Preparing for the Leap Second, 2017 Jan 1 Edition
From a civil time perspective, December 31st will have an extra second added to the end. From the Linux time system’s point of view, the last second of December 31st will repeat itself as another second with the same timestamp as the one previous is inserted at the end of the day.
Since the date of the aforementioned blog post, not too much has changed with exception to an evolution in some client drivers as it pertains to client timestamp behavior. The following repeats a lot of information from our previous article about the leap second and adds some additional details as it pertains to to the drivers.
Those of you who were using Apache Cassandra or DataStax Enterprise -- or even running other databases or applications under Linux -- back in 2012 may have had problems when a leap second was added at the end of June.
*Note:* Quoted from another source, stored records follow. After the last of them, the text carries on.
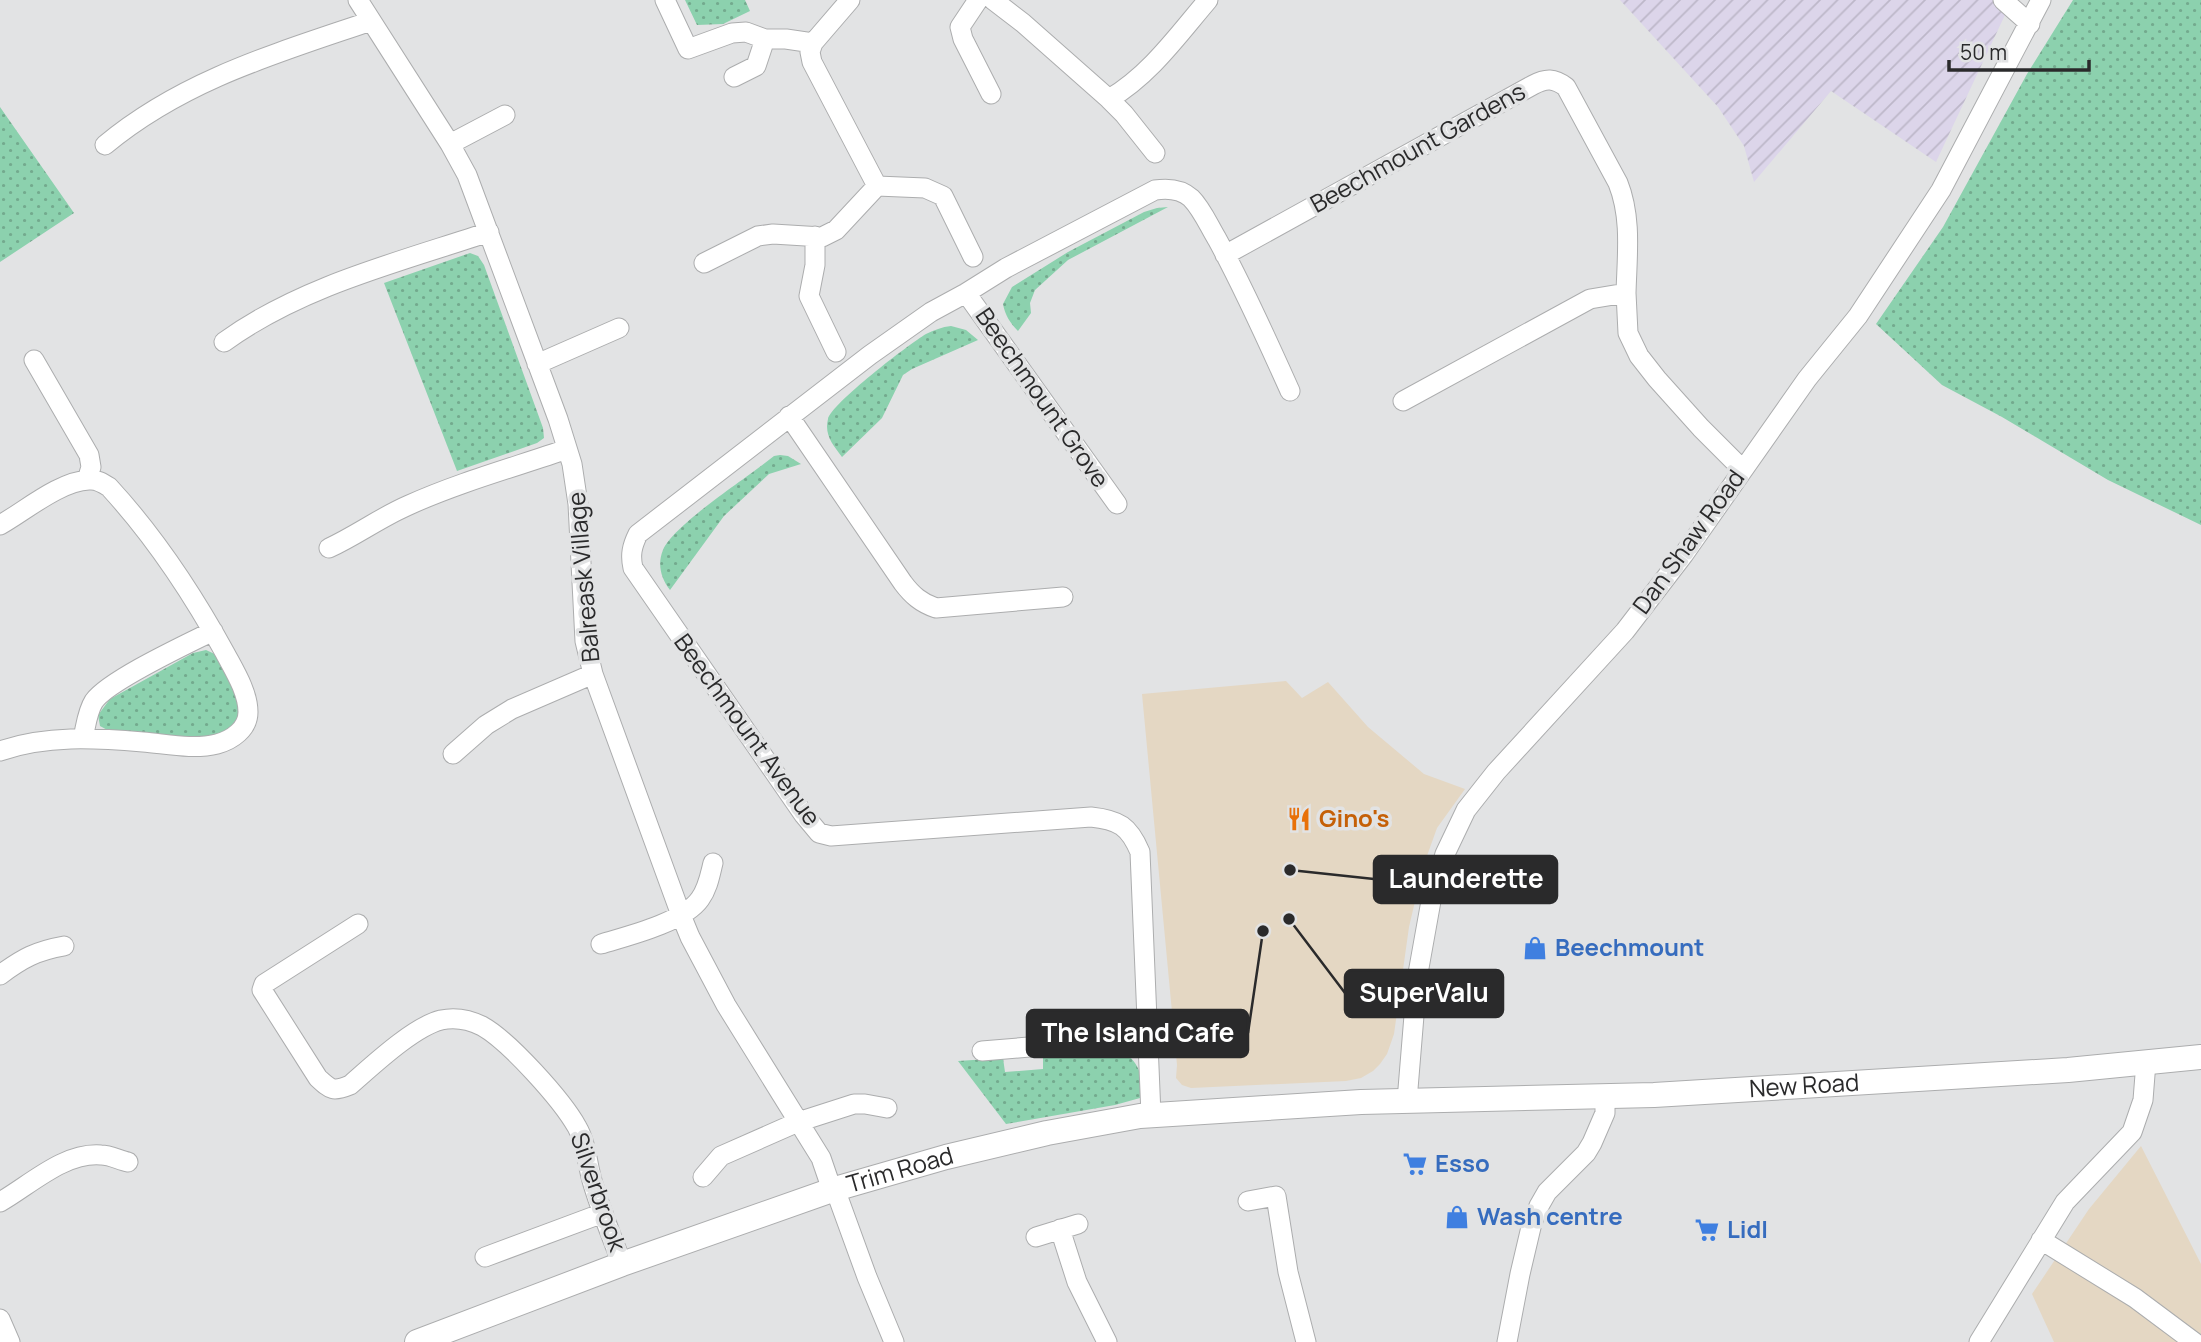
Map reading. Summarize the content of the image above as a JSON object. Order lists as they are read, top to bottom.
{
  "streets": {
    "main road": ["New Road", "Trim Road"],
    "street": [
      "Beechmount Gardens",
      "Beechmount Grove",
      "Dan Shaw Road",
      "Balreask Village",
      "Beechmount Avenue",
      "Silverbrook"
    ]
  },
  "crossings": [
    ["Beechmount Gardens", "Beechmount Avenue"],
    ["Beechmount Grove", "Beechmount Avenue"],
    ["Dan Shaw Road", "New Road"],
    ["Dan Shaw Road", "Trim Road"],
    ["Balreask Village", "Trim Road"],
    ["Beechmount Avenue", "Trim Road"],
    ["New Road", "Trim Road"],
    ["Trim Road", "Silverbrook"]
  ],
  "places": {
    "restaurant": ["Gino's"],
    "other": ["Launderette", "SuperValu", "The Island Cafe"],
    "shop": ["Beechmount", "Wash centre"],
    "supermarket": ["Esso", "Lidl"]
  },
  "scale_bar": "50 m"
}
In this blog post, we’ll explain how things have changed since then, what we’ve done to anticipate other problems that may be caused by the leap second, and what you can do to prepare for it.
Livelock in Pre-3.4 Linux Kernel and Pre-7u60 JDK
As explained in Jonathan's 2012 leap-second blog post, many of the failures that occurred in 2012 were caused by a bug in the Linux kernel that caused a livelock in the timer subsystem when the leap second was inserted. Luckily, a fix for that particular problem was applied to the kernel as part of version 3.4.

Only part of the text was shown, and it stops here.